Simen echoed the need for extensive data to support the development and validation of multimodal biomarkers, including replication of studies in independent cohorts by independent investigators. He stressed the importance of collecting data on multimodal biomarkers alongside multiple clinical endpoints to provide additional context and utility for different outcomes, and that resources for analytics are also needed. He emphasized the need for collaboration and data sharing: “We really need to work together across boundaries between public and private institutions so that we can generate the quantity and quality of data that we really need to validate biomarkers and use them effectively in our trials.”

CLINICAL INTEGRATION OF MULTIMODAL BIOMARKERS

Edelmayer said that clinical trials and validation for biomarkers is just the beginning and engagement with communities and clinicians for real-world data collection will be important.

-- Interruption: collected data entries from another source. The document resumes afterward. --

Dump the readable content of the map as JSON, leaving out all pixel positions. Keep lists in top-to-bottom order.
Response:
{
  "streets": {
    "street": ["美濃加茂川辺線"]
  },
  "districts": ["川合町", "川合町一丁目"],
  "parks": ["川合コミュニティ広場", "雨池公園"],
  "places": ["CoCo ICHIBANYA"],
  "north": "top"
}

ALZ-NET (Alzheimer’s Network for Treatment and Diagnosis), an FDA-recommended registry to track clinical outcomes for novel AD treatments, including diagnostics and biomarkers, is one example of such ongoing data collection. She also discussed a need for training and guidance for clinical use of multimodal biomarkers.

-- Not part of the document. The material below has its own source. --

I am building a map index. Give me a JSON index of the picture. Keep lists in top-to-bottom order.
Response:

Elias Sotirchos, an assistant professor of neurology at Johns Hopkins University, also believes that clinical integration will be a key challenge for these biomarkers. He provided the example of blood tests for neurofilament light chain, a non-specific brain injury biomarker (Khalil et al., 2018). He said that interpretation of these blood tests varies widely depending on which clinical reference population is used for the analysis (e.g., Benkert et al., 2022; Bornhorst et al., 2022; Fitzgerald et al., 2022; Simrén et al., 2022; Sotirchos et al., 2023; Vermunt et al., 2022). He also noted that different assays for neurofilament light chain could differ in substantive ways (e.g., because they are antibody-based assays, they could detect different post-translational modifications).

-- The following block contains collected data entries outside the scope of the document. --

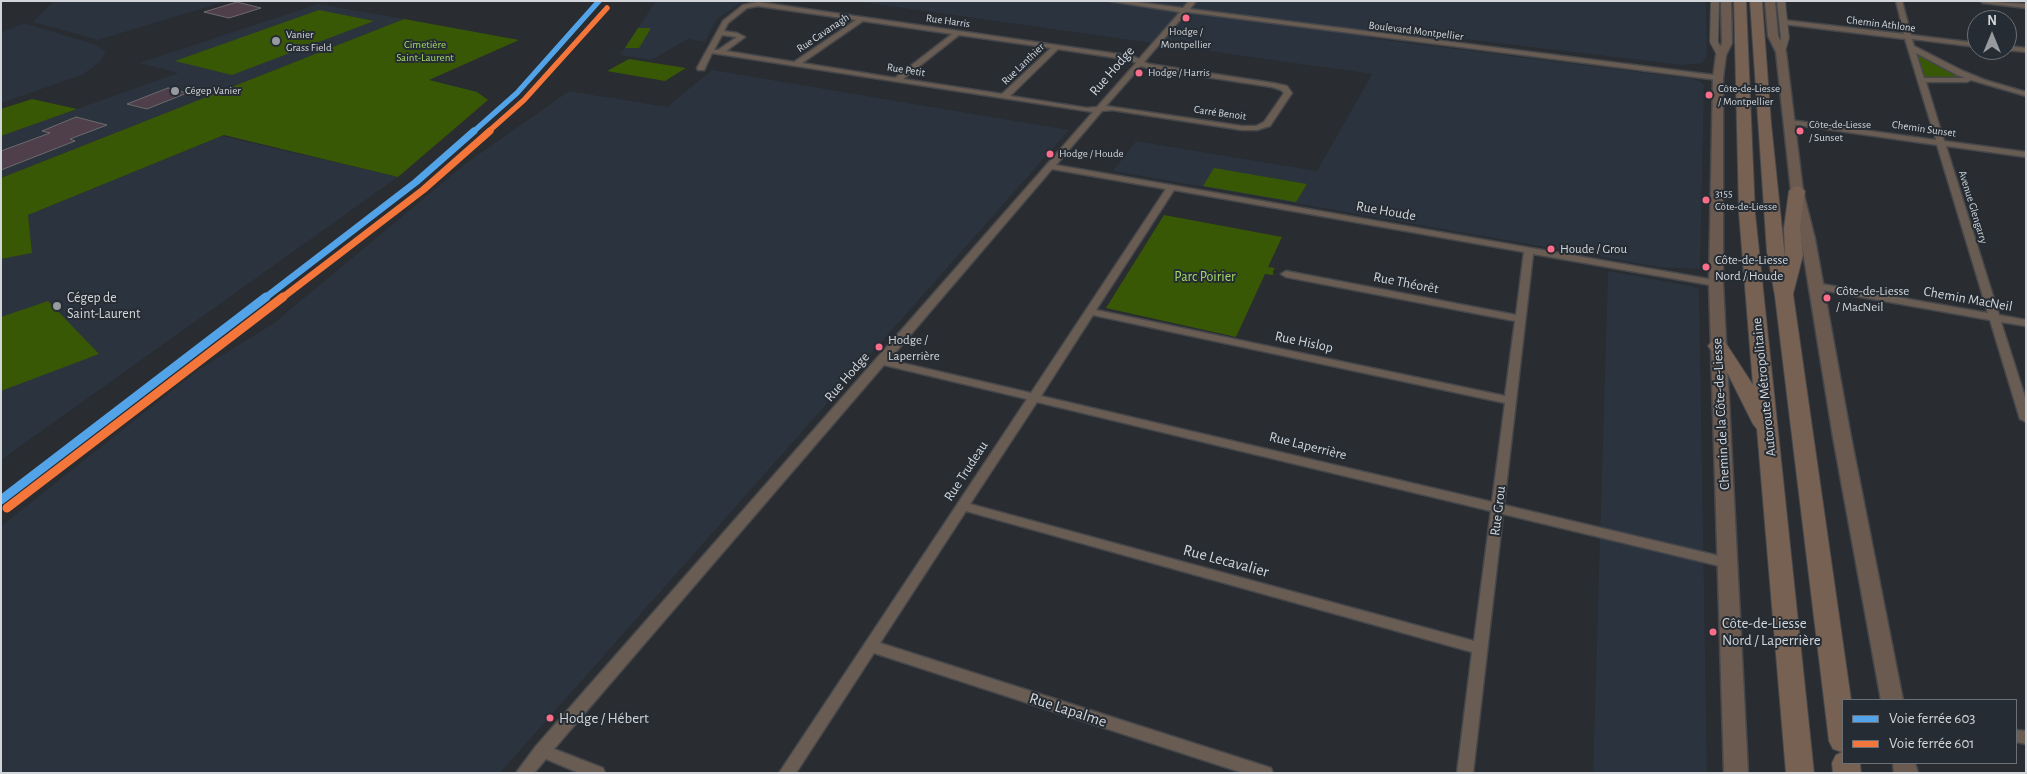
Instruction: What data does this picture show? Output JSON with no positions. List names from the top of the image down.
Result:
{
  "streets": {
    "highway": ["Autoroute Métropolitaine"],
    "main road": ["Chemin de la Côte-de-Liesse"],
    "street": [
      "Rue Harris",
      "Chemin Athlone",
      "Boulevard Montpellier",
      "Rue Cavanagh",
      "Rue Lanthier",
      "Rue Petit",
      "Rue Hodge",
      "Carré Benoit",
      "Chemin Sunset",
      "Avenue Glengarry",
      "Rue Houde",
      "Rue Théorêt",
      "Chemin MacNeil",
      "Rue Hislop",
      "Rue Laperrière",
      "Rue Trudeau",
      "Rue Grou",
      "Rue Lecavalier",
      "Rue Lapalme"
    ]
  },
  "crossings": [
    ["Rue Harris", "Rue Cavanagh"],
    ["Rue Harris", "Rue Lanthier"],
    ["Rue Harris", "Rue Hodge"],
    ["Rue Harris", "Carré Benoit"],
    ["Chemin Athlone", "Avenue Glengarry"],
    ["Boulevard Montpellier", "Rue Hodge"],
    ["Boulevard Montpellier", "Chemin de la Côte-de-Liesse"],
    ["Rue Cavanagh", "Rue Petit"],
    ["Rue Lanthier", "Rue Petit"],
    ["Rue Petit", "Rue Hodge"],
    ["Rue Petit", "Carré Benoit"],
    ["Rue Hodge", "Carré Benoit"],
    ["Rue Hodge", "Rue Houde"],
    ["Rue Hodge", "Rue Laperrière"],
    ["Chemin Sunset", "Avenue Glengarry"],
    ["Avenue Glengarry", "Chemin MacNeil"],
    ["Rue Houde", "Chemin de la Côte-de-Liesse"],
    ["Rue Houde", "Rue Trudeau"],
    ["Rue Houde", "Rue Grou"],
    ["Rue Théorêt", "Rue Grou"],
    ["Rue Hislop", "Rue Trudeau"],
    ["Rue Hislop", "Rue Grou"],
    ["Chemin de la Côte-de-Liesse", "Rue Laperrière"],
    ["Rue Laperrière", "Rue Trudeau"],
    ["Rue Laperrière", "Rue Grou"],
    ["Rue Trudeau", "Rue Lecavalier"],
    ["Rue Trudeau", "Rue Lapalme"],
    ["Rue Grou", "Rue Lecavalier"]
  ],
  "parks": ["Cimetière Saint-Laurent", "Parc Poirier"],
  "places": [
    "Hodge / Montpellier",
    "Vanier Grass Field",
    "Hodge / Harris",
    "Cégep Vanier",
    "Côte-de-Liesse / Montpellier",
    "Côte-de-Liesse / Sunset",
    "Hodge / Houde",
    "3155 Côte-de-Liesse",
    "Houde / Grou",
    "Côte-de-Liesse Nord / Houde",
    "Côte-de-Liesse / MacNeil",
    "Cégep de Saint-Laurent",
    "Hodge / Laperrière",
    "Côte-de-Liesse Nord / Laperrière",
    "Hodge / Hébert"
  ],
  "lines": ["rail line 603", "rail line 601"],
  "legend": ["Voie ferrée 603", "Voie ferrée 601"],
  "north": "top"
}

Several workshop participants pointed out that the AD community has developed useful standards for the clinical use of biomarkers. Edelmayer cited the Global Biomarker Standardization Consortium¹ that helps to develop reference methods and materials as well as guidance for sample collection and handling and appropriate use. To date, this group has been primarily focused on cerebral spinal fluid and blood/plasma analytes.

ACCESSIBILITY AND COST

Accessibility was described as a key challenge for multimodal biomarkers, and Edelmayer said that many of the benefits of multimodal biomarkers would depend on them being low cost, low burden, and non-invasive. She urged those developing multimodal biomarkers to think intentionally and proactively to pursue approaches that are most accessible. Simen agreed, saying that the field needs to get better at developing biomarkers that do not increase the burden on patients. He added that it will be critical to ensure that studies draw from representative populations that accurately reflect the intended patient population; ideally, these studies would be longitudinal and include patients that are pre-symptomatic or very early in disease progression.

CONCLUDING REMARKS

Vikas Sharma summarized several cross-cutting points made throughout the workshop, including the opportunities and challenges of multimodal biomarkers for CNS disorders and the need for standardization, data sharing, and collaboration. Drawing on remarks from Travaglia, Simen, and other speakers throughout the workshop, he highlighted the need to collaborate and work across boundaries between academia and industry.

He emphasized the need for investment, particularly in the early stages of biomarker development and validation, and said, “we from the industry side . . . are willing to do this heavy lifting.” Linda Brady underscored the need for continued dialog across the community and looked forward to additional opportunities for engagement on these issues.